Replicative DNA polymerase defects in human cancers: Consequences, mechanisms, and implications for therapy

Abstract

The fidelity of DNA replication relies on three error avoidance mechanisms acting in series: nucleotide selectivity of replicative DNA polymerases, exonucleolytic proofreading, and post-replicative DNA mismatch repair (MMR). MMR defects are well known to be associated with increased cancer incidence. Due to advances in DNA sequencing technologies, the past several years have witnessed a long-predicted discovery of replicative DNA polymerase defects in sporadic and hereditary human cancers. The polymerase mutations preferentially affect conserved amino acid residues in the exonuclease domain and occur in tumors with an extremely high mutation load. Thus, a concept has formed that defective proofreading of replication errors triggers the development of these tumors. Recent studies of the most common DNA polymerase variants, however, suggested that their pathogenicity may be determined by functional alterations other than loss of proofreading. In this review, we summarize our current understanding of the consequences of DNA polymerase mutations in cancers and the mechanisms of their mutator effects. We also discuss likely explanations for a high recurrence of some but not other polymerase variants and new ideas for therapeutic interventions emerging from the mechanistic studies.

Keywords: Cancer; DNA polymerase δ; DNA polymerase ε; Mutator; Proofreading.

Figure 1. POLE and POLD1 mutations reported in CRC and EC

A schematic of the POLE and POLD1 proteins is shown with the location of cancer-associated variants indicated by lollipops. Only variants identified in studies where the entire coding sequence of POLE or POLD1 was analyzed [,,,,,,,–,–,–64] are included to show an unbiased distribution. The height of each lollipop corresponds to the number of times the mutation has been reported. A description of individual mutations is provided in Supplemental Table 1. Note a concentration of POLE variants in the exonuclease domain and a more even distribution of POLD1 variants throughout the protein. The MMR status of the tumor in which the polymerase mutation was found is indicated by color. MSS, microsatellite stable; MSI, microsatellite instable; ND, not determined. Exo, exonuclease domain; Pol, polymerase domain. Hatched boxes indicate conserved motifs.

Figure 2. The frequency at which a Polε mutation is seen in tumors correlates with its mutator effect

The figure illustrates the relationship between the incidence of individual POLE variants in sporadic tumors and their mutator effects deduced from in vivo functional assays.

Figure 3. A possible hairpin DNA structure adjacent to the site of POLE-L424V mutation

The genomic DNA sequence context is shown for the recurrent C→G mutation in the POLE gene that leads to an L424V amino acid substitution. The sequence presented is for the non-transcribed DNA strand. The codon for Leu424 is indicated, with the mutation highlighted in red.

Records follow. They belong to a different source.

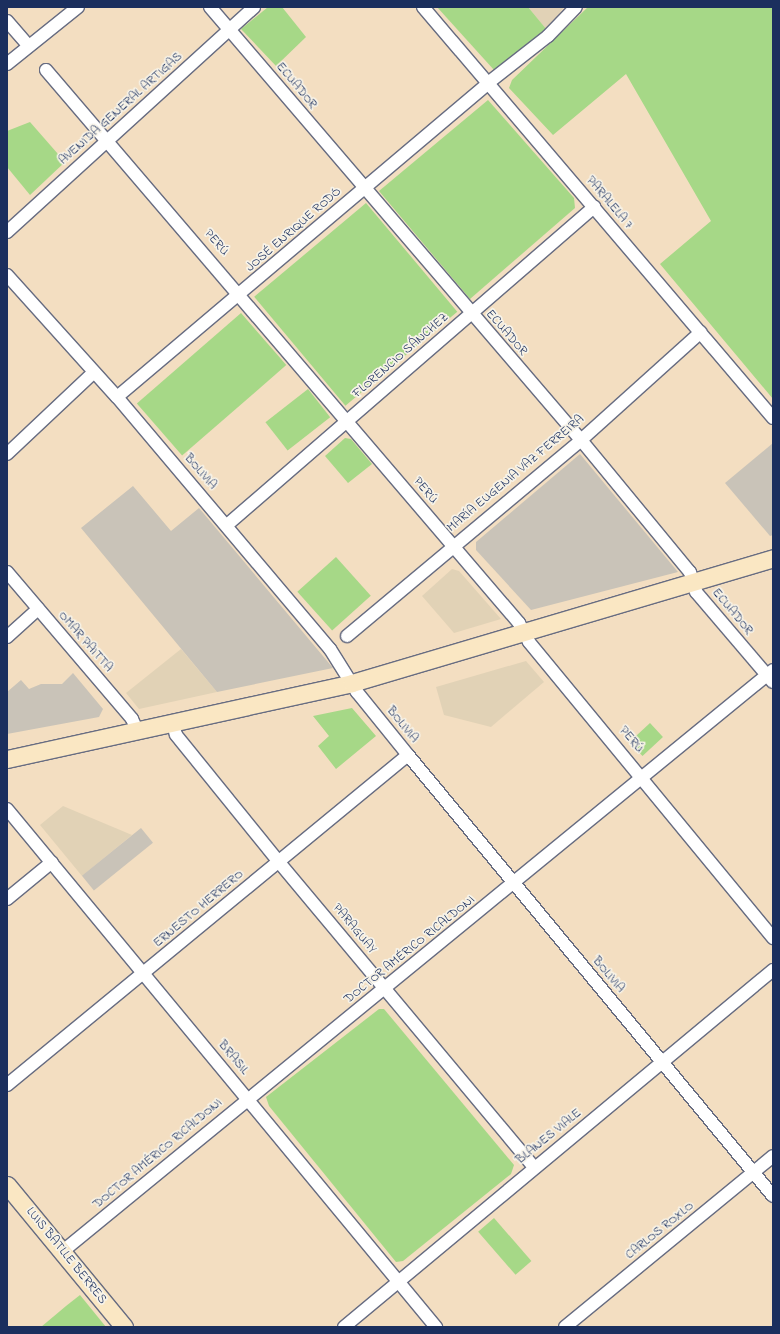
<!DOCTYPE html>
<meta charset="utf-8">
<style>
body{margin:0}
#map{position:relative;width:780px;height:1334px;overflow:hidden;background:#f3dec1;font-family:"Indie Flower",sans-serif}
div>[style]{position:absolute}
.built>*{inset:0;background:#e1d2b6}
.industrial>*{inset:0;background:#c9c3b8;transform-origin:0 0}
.green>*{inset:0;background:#a6d887;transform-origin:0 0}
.roads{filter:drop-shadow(1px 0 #676c81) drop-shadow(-1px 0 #676c81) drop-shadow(0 1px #676c81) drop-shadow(0 -1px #676c81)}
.street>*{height:12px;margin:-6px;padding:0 6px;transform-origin:6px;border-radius:6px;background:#fff}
.secondary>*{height:17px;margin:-8.5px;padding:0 8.5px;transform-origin:8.5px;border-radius:8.5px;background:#fae7c3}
span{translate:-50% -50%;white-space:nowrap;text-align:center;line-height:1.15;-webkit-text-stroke:3.5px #f7f3e8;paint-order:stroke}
.street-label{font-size:13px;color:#1b2f5e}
.frame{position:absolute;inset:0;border:8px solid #1b2f5e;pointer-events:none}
</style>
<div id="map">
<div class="built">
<div style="clip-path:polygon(528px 7px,564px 7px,547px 30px)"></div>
<div style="clip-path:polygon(452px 569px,459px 571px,501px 619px,454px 633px,422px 596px)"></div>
<div style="clip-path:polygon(181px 649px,217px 692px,139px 709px,126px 693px)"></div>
<div style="clip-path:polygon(526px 661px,544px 682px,491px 727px,444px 715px,436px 687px)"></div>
<div style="clip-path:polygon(63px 806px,132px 835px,82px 876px,40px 825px)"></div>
</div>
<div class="industrial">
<div style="clip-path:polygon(773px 443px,773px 535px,770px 536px,725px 483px)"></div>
<div style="clip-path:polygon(580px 454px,678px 572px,531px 610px,476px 550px,476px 542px)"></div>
<div style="clip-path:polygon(133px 486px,171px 531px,199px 508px,333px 668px,217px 692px,81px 528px)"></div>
<div style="clip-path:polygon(73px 673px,103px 709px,99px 717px,7px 734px,7px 692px,21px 680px,29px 689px,41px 684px,62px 684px)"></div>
<div style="left:141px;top:828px;width:19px;height:76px;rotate:51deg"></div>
</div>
<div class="green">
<div style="clip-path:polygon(268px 7px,282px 7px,306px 37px,276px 66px,241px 29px)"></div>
<div style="clip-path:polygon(437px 7px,528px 7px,547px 30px,494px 70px)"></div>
<div style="clip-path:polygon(588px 7px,773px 7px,773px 399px,660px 264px,711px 221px,626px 74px,553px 135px,509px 88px,512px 80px)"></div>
<div style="clip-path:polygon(488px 100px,574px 198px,575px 208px,470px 299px,379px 191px)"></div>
<div style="clip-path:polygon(30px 122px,65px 162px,30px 195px,7px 167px,7px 131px)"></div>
<div style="left:366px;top:203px;width:142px;height:146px;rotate:50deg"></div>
<div style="left:241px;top:313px;width:69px;height:138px;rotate:49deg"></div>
<div style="left:308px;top:389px;width:36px;height:54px;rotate:52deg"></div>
<div style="clip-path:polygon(345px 438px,351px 439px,372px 464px,348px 483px,325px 456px)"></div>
<div style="left:336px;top:557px;width:52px;height:52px;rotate:48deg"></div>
<div style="clip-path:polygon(352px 708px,376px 736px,336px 769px,318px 746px,329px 736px,313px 716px)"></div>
<div style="left:650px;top:723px;width:19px;height:28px;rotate:47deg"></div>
<div style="clip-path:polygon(379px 1009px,384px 1009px,514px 1165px,511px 1174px,403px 1261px,396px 1262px,269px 1106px,266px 1097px)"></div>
<div style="left:494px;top:1218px;width:57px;height:21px;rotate:49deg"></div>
<div style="clip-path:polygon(80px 1295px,106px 1327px,41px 1327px,66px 1306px)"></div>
</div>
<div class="roads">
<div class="street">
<div style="left:210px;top:7px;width:570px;rotate:49.41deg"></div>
<div style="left:581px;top:440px;width:171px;rotate:50.5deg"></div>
<div style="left:690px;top:572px;width:21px;rotate:73deg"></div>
<div style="left:696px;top:592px;width:118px;rotate:49.5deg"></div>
<div style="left:423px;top:7px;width:540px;rotate:49.58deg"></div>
<div style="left:7px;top:21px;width:33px;rotate:49deg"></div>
<div style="left:7px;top:64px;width:91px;rotate:-38.8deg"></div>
<div style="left:46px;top:70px;width:728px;rotate:49.46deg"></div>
<div style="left:519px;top:623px;width:21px;rotate:62deg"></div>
<div style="left:529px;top:642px;width:384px;rotate:50.5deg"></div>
<div style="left:7px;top:232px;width:334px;rotate:-42.3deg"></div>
<div style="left:7px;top:275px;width:164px;rotate:48deg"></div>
<div style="left:117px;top:397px;width:330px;rotate:49.8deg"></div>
<div style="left:330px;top:649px;width:51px;rotate:57.9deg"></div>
<div style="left:357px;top:692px;width:81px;rotate:51deg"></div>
<div style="left:408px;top:755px;width:572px;rotate:50.39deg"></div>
<div style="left:117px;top:397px;width:486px;rotate:-40.2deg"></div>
<div style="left:488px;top:83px;width:76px;rotate:-38.1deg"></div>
<div style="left:548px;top:36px;width:40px;rotate:-46deg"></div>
<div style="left:7px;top:454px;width:118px;rotate:-43.3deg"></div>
<div style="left:227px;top:525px;width:486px;rotate:-40.9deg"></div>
<div style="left:7px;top:572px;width:193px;rotate:49.6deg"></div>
<div style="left:132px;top:719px;width:14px;rotate:65deg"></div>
<div style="left:347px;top:636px;width:305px;rotate:-39.9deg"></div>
<div style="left:581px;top:440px;width:161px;rotate:-42deg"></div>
<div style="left:7px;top:637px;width:42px;rotate:-42.1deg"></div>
<div style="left:173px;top:725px;width:10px;rotate:73deg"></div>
<div style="left:176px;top:735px;width:162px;rotate:51deg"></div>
<div style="left:278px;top:861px;width:399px;rotate:50.1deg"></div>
<div style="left:7px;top:809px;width:673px;rotate:50.37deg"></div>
<div style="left:7px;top:899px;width:58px;rotate:-39.4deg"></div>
<div style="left:7px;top:1085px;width:519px;rotate:-39.45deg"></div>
<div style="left:63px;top:1251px;width:917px;rotate:-39.29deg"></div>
<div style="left:344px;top:1327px;width:558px;rotate:-39.77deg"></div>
<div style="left:565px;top:1327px;width:269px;rotate:-39.4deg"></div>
</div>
<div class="secondary">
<div style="left:7px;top:759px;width:353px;rotate:-12.4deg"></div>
<div style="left:352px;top:683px;width:439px;rotate:-16.5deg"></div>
<div style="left:7px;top:1185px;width:184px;rotate:50.5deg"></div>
</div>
</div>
<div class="street-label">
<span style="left:296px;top:86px;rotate:50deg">ECUADOR</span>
<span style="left:121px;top:109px;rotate:-42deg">AVENIDA GENERAL ARTIGAS</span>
<span style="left:609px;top:203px;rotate:50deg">PARALELA 7</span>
<span style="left:294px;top:230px;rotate:-41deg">JOSÉ ENRIQUE RODÓ</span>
<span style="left:216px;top:243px;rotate:49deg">PERÚ</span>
<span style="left:506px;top:333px;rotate:49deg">ECUADOR</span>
<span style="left:401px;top:356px;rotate:-41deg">FLORENCIO SÁNCHEZ</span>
<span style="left:200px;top:472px;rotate:49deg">BOLIVIA</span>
<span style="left:516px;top:474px;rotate:-40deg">MARÍA EUGENIA VAZ FERREIRA</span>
<span style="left:425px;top:491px;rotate:50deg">PERÚ</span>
<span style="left:732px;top:612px;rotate:50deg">ECUADOR</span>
<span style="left:85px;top:642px;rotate:49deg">OMAR PAITTA</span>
<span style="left:402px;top:725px;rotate:51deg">BOLIVIA</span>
<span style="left:631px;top:740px;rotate:50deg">PERÚ</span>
<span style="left:199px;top:909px;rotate:-40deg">ERNESTO HERRERO</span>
<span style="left:354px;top:929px;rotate:50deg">PARAGUAY</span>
<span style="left:410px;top:950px;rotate:-39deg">DOCTOR AMÉRICO RICALDONI</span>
<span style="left:608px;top:975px;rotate:50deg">BOLIVIA</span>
<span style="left:233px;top:1058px;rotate:50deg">BRASIL</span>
<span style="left:549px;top:1137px;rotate:-39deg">BLANES VIALE</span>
<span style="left:158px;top:1154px;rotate:-40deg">DOCTOR AMÉRICO RICALDONI</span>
<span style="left:660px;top:1231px;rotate:-39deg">CARLOS ROXLO</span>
<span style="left:66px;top:1256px;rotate:51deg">LUIS BATLLE BERRES</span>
</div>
<div class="frame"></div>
</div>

Figure 4. Mutator DNA polymerases present in cancer cells induce GC→TA transversions in polypurine/polypyrimidine tracts

Left, DNA sequence context of G→T transversions induced by introduction of the POLD1-R689W allele into HCT116 cells lacking DNA polymerase mutations. Middle and right, DNA sequence context of G→T transversions present in the genomes of CRC cell lines HCT15 (POLD1-R689W) and HCC2998 (POLE-P286R). The mutated base is underlined. Randomly picked transversions are shown to demonstrate that all of them occur in polypurine/polypyrimidine sequences. Data are from [74].

Figure 5. Vicious circle model for mutagenesis caused by the yeast analog of Polδ-R689W

(modified from [73]). A mutation in the DNA polymerase domain that impairs nucleotide selectivity results in mismatched primer termini that are not efficiently extended, leading to the accumulation of single-stranded DNA gaps. These gaps trigger a checkpoint response that results in the upregulation of ribonucleotide reductase and, consequently, an expansion of intracellular dNTP pools. Elevated dNTP pools allow for more efficient mismatch extension, leaving a mispaired base in the newly synthesized DNA, and also promote further misinsertions that continue to fuel this mutagenic pathway.

Figure 6. Modulation of dNTP pools in hypermutated tumor cells as a potential therapeutic avenue

Tumor cells with replicative DNA polymerase defects have a high rate of mutation (designated by multicolor stars). Reducing intracellular dNTP pools would improve the polymerase fidelity, thereby reducing mutagenesis and decreasing the possibility that the tumor cells will produce drug-resistant clones. Increasing dNTP pools would further increase the already high mutation rate, bringing it to a level incompatible with cell viability.